銀行が融資をしている会社の経営者に連帯保証人になってもらう理由には、経営者の方に、融資返済に忠実に努めて欲しいという規律づけの意味合いがあるので、事業が組織的に行われているなど、銀行から高い信頼を得られる状態にならなければ、解除に応じてもらうことは難しいでしょう。


[本文]

今回も、Clubhouseでご相談を受けた内容なのですが、融資取引に関する経営者保証の解除についてシェアしたいと思います。銀行から融資を受けている会社の経営者の方の多くは、経営者保証を解除して欲しいと考える方は多いようです。そのことは積極的に行うべきと私も考えるのですが、経営者保証について正しく認識していないと、解除の要請に応じてもらうことは時間がかかると思います。

というのは、経営者保証の解除に、手続きだけでアプローチしようと考える方が多いようです。すなわち、民法の改正や、経営者保証ガイドラインで、経営者保証に関してどのように規定されているのかということにのみ目を向けてしまいがちということですう。それよりも、なぜ、銀行がなぜ経営者保証を求めるのかという意義について理解した上で、解除の要請を行うことの方が、効果的です。

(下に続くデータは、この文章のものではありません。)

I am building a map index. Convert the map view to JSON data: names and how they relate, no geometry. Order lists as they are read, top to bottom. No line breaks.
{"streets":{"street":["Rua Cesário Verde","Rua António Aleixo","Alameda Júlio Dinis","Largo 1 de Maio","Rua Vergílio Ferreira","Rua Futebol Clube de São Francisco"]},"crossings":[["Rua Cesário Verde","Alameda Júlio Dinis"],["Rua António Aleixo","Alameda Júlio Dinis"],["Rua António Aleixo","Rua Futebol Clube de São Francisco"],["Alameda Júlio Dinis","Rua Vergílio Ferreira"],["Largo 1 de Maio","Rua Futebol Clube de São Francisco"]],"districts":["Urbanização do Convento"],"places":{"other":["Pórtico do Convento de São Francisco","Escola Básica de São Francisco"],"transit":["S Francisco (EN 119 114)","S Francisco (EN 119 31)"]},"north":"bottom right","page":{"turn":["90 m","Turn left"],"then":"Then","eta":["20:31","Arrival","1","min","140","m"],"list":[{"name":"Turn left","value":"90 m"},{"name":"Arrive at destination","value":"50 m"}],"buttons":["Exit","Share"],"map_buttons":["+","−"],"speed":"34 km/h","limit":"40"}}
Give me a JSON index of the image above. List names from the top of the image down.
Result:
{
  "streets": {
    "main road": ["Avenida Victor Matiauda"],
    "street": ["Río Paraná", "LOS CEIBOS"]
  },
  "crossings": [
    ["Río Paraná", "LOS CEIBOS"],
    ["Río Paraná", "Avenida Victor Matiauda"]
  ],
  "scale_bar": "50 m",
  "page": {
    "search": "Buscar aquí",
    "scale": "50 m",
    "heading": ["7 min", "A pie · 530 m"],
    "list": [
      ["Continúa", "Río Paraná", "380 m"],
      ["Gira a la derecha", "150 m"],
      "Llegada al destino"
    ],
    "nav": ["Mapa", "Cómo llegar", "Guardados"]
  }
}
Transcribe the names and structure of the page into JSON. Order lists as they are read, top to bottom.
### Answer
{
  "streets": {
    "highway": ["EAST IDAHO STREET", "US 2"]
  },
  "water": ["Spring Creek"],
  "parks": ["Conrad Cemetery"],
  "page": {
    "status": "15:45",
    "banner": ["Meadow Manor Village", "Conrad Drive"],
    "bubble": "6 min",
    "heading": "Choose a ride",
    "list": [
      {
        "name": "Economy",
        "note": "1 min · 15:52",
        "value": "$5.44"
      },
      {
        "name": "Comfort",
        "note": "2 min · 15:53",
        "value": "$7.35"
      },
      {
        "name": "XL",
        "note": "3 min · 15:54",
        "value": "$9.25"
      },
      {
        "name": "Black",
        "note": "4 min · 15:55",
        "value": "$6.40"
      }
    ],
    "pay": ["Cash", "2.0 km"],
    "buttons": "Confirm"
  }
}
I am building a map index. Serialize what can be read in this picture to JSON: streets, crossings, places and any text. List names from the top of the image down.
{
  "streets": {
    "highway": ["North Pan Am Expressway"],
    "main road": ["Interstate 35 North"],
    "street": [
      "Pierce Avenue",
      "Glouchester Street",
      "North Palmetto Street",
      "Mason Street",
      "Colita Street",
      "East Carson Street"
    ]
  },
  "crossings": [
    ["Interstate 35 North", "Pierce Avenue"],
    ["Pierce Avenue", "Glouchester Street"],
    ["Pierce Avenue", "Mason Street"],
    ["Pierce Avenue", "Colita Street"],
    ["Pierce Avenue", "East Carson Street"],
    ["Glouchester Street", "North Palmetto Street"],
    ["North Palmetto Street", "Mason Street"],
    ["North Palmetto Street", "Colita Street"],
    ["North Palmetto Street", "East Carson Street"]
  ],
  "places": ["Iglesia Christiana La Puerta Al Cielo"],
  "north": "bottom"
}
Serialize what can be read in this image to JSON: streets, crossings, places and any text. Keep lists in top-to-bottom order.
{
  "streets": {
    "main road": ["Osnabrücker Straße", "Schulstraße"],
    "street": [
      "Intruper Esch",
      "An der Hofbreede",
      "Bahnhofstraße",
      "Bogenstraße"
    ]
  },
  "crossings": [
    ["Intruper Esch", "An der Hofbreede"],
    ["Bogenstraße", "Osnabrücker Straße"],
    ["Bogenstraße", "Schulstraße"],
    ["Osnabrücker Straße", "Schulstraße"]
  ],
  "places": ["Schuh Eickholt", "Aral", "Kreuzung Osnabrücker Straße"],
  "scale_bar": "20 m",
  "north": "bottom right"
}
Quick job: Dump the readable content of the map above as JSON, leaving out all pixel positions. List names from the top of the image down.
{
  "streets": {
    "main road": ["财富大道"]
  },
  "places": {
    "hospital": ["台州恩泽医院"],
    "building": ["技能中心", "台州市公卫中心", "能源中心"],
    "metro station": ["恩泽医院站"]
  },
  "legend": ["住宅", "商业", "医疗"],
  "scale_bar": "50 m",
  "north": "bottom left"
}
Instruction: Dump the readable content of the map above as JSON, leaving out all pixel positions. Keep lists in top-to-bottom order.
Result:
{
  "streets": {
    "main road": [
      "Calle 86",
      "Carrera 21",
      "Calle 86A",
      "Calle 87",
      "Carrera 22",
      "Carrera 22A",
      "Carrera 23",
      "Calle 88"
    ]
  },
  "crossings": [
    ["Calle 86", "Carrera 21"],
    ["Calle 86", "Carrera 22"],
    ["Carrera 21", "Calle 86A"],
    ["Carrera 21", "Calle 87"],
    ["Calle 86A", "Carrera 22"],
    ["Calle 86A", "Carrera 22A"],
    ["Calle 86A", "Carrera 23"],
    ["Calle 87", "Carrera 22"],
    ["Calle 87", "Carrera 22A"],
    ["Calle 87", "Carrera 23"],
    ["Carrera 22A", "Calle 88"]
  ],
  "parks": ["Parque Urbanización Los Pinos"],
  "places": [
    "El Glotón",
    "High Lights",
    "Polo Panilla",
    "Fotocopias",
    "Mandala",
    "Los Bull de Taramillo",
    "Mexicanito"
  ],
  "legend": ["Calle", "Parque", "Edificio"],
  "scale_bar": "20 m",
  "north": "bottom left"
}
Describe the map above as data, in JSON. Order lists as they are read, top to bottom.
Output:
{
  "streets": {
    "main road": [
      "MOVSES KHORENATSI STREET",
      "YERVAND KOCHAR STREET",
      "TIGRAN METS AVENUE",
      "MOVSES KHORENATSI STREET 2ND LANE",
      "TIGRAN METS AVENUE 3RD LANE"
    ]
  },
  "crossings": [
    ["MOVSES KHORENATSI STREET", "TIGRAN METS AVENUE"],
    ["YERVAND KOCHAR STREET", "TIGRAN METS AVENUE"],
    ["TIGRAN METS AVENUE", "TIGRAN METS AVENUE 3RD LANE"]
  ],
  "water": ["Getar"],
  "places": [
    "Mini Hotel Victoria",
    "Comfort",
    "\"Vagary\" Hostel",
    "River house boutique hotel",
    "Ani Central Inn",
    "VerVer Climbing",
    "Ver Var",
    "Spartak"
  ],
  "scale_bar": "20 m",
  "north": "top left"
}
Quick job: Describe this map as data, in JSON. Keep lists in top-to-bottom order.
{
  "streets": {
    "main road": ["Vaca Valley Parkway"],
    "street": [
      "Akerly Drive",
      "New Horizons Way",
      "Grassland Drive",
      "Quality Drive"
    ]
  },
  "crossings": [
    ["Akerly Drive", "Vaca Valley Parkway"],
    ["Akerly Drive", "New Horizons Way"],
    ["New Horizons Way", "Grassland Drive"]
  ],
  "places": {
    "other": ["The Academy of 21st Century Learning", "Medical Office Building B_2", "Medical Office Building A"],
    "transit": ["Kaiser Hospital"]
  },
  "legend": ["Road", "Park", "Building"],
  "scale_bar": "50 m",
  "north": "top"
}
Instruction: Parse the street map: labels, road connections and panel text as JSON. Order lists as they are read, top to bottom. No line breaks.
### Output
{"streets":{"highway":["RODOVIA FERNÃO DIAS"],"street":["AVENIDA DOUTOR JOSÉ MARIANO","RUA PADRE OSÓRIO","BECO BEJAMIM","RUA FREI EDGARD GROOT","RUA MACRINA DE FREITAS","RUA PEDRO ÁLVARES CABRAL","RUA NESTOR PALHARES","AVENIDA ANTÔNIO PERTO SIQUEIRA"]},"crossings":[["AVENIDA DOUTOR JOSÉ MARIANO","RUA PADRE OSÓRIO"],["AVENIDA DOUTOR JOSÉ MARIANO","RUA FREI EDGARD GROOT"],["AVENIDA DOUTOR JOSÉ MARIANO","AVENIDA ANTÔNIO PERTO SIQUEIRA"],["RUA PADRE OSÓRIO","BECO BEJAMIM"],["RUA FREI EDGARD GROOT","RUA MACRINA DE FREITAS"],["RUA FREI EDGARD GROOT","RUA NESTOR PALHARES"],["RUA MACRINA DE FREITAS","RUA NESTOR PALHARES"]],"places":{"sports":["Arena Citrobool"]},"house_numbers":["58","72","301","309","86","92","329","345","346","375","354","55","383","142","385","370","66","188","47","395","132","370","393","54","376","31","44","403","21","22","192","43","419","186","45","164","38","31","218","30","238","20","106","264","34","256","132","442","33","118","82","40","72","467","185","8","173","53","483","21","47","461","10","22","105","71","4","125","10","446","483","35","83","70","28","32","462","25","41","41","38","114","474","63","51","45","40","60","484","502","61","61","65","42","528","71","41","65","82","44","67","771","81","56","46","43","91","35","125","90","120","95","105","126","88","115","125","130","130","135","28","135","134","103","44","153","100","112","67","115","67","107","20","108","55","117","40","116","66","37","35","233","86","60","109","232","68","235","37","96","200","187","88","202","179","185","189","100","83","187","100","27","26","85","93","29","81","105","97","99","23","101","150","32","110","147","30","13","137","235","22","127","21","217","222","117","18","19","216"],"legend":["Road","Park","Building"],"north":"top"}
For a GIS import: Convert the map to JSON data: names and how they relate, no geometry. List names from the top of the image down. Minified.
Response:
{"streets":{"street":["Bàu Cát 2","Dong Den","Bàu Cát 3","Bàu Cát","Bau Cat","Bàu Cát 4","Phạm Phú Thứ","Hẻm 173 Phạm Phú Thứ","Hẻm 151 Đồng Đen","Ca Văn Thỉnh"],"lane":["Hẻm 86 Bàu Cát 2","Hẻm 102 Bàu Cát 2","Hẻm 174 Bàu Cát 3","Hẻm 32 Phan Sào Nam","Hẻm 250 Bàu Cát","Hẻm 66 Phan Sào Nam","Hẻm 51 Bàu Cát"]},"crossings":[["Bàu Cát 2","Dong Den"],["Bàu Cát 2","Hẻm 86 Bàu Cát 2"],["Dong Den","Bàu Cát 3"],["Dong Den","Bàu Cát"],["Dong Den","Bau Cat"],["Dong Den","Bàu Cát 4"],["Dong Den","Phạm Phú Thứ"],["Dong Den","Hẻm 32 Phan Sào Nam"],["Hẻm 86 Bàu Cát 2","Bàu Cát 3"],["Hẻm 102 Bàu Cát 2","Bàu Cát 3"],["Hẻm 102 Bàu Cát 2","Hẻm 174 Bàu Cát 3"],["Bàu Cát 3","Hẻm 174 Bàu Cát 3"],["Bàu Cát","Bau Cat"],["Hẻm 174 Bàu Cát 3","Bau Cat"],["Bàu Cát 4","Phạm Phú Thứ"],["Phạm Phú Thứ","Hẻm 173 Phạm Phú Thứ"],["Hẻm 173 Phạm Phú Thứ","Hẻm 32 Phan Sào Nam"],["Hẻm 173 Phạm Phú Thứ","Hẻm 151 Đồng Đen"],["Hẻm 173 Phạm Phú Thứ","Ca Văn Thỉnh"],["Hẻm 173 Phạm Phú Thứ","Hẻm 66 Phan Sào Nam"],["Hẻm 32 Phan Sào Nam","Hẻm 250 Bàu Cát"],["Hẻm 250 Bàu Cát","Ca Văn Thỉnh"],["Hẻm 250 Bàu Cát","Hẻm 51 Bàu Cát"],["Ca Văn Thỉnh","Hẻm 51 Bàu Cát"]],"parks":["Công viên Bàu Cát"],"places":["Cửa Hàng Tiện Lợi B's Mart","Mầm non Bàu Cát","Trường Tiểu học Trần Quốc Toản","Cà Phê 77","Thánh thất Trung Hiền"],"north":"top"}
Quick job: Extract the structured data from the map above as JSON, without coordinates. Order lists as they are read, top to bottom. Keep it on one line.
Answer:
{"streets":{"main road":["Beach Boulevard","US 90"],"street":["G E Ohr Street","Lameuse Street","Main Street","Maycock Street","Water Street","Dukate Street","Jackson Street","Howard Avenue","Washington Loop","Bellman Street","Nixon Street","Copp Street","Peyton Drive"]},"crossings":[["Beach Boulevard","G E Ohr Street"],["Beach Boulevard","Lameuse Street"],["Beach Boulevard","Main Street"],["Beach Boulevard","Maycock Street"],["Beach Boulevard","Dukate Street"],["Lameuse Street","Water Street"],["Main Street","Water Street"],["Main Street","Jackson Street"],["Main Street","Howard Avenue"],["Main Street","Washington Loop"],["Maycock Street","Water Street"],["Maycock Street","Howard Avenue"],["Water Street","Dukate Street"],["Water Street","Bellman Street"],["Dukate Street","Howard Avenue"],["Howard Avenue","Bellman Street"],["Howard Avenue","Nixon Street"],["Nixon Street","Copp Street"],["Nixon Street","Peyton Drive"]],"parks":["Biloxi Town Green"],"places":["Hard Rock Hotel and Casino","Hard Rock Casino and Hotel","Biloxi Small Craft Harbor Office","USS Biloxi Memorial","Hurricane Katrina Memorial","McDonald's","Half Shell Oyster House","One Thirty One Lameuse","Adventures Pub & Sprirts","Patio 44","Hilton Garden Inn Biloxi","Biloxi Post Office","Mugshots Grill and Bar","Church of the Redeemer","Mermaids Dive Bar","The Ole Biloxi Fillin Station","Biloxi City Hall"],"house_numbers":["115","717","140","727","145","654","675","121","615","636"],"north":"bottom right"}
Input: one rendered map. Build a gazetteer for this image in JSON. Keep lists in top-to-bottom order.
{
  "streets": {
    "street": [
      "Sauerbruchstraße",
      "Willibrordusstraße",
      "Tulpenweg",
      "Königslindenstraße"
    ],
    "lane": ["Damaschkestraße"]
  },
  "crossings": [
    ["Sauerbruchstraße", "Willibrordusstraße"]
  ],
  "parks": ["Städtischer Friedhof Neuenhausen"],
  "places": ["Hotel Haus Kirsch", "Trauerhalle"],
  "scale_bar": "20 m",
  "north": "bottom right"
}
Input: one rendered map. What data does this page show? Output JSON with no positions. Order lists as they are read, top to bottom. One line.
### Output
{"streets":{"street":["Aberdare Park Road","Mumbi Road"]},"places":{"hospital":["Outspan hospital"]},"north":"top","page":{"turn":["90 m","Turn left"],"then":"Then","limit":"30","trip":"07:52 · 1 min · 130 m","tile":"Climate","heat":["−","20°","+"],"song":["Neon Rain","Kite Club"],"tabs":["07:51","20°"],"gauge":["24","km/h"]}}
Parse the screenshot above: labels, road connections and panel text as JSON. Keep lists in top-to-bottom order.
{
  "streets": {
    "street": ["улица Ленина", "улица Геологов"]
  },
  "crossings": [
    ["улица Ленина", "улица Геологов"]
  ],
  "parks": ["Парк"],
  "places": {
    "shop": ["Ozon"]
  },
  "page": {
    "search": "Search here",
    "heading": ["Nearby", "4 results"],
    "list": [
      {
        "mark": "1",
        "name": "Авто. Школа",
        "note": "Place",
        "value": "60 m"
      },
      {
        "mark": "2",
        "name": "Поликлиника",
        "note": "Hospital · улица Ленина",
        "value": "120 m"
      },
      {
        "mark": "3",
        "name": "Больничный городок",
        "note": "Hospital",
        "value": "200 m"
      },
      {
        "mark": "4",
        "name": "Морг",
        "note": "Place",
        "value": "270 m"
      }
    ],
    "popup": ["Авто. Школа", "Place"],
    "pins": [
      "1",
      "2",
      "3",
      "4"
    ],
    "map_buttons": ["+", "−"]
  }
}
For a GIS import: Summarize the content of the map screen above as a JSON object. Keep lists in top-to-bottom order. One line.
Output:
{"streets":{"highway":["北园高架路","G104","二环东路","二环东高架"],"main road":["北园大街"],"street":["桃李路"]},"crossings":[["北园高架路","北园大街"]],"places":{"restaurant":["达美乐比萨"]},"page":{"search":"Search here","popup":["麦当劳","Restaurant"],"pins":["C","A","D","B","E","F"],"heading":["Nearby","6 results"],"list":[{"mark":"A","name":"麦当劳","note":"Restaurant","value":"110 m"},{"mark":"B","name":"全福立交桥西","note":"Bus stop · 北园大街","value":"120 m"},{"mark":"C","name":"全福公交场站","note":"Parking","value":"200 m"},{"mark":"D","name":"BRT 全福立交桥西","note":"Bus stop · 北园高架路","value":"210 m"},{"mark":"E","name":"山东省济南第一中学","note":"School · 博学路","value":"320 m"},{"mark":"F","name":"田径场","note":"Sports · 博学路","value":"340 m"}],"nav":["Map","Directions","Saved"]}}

では、具体的にはどうすればよいのかというと、まず、経営者保証は、形式的には経営者に対して、融資を連帯して返済することを求めるものですが、実態は、規律づけをするという意味合いが強いということを理解することです。規律づけとは、「銀行が、貴社に期待をして融資を行いますから、経営者として真摯に事業の発展と、融資の返済に努めてください」という要請に対し、経営者の方がそれに応じたということが客観的に分かるようにしておくということです。

そこで、事業が順調に発展していき、会社と経営者個人では、きちんと財布が分かれている状態になっていること、事業運営は組織的に行われてるようになっていることなどが銀行に伝わる状態になれば、銀行も経営者保証は不要と判断できるようになります。このような、銀行に、より高い信頼を得られるような状況を示すことができないうちは、経営者保証の解除の要請をしても、銀行としては、それに応じようとすることは難しいでしょう。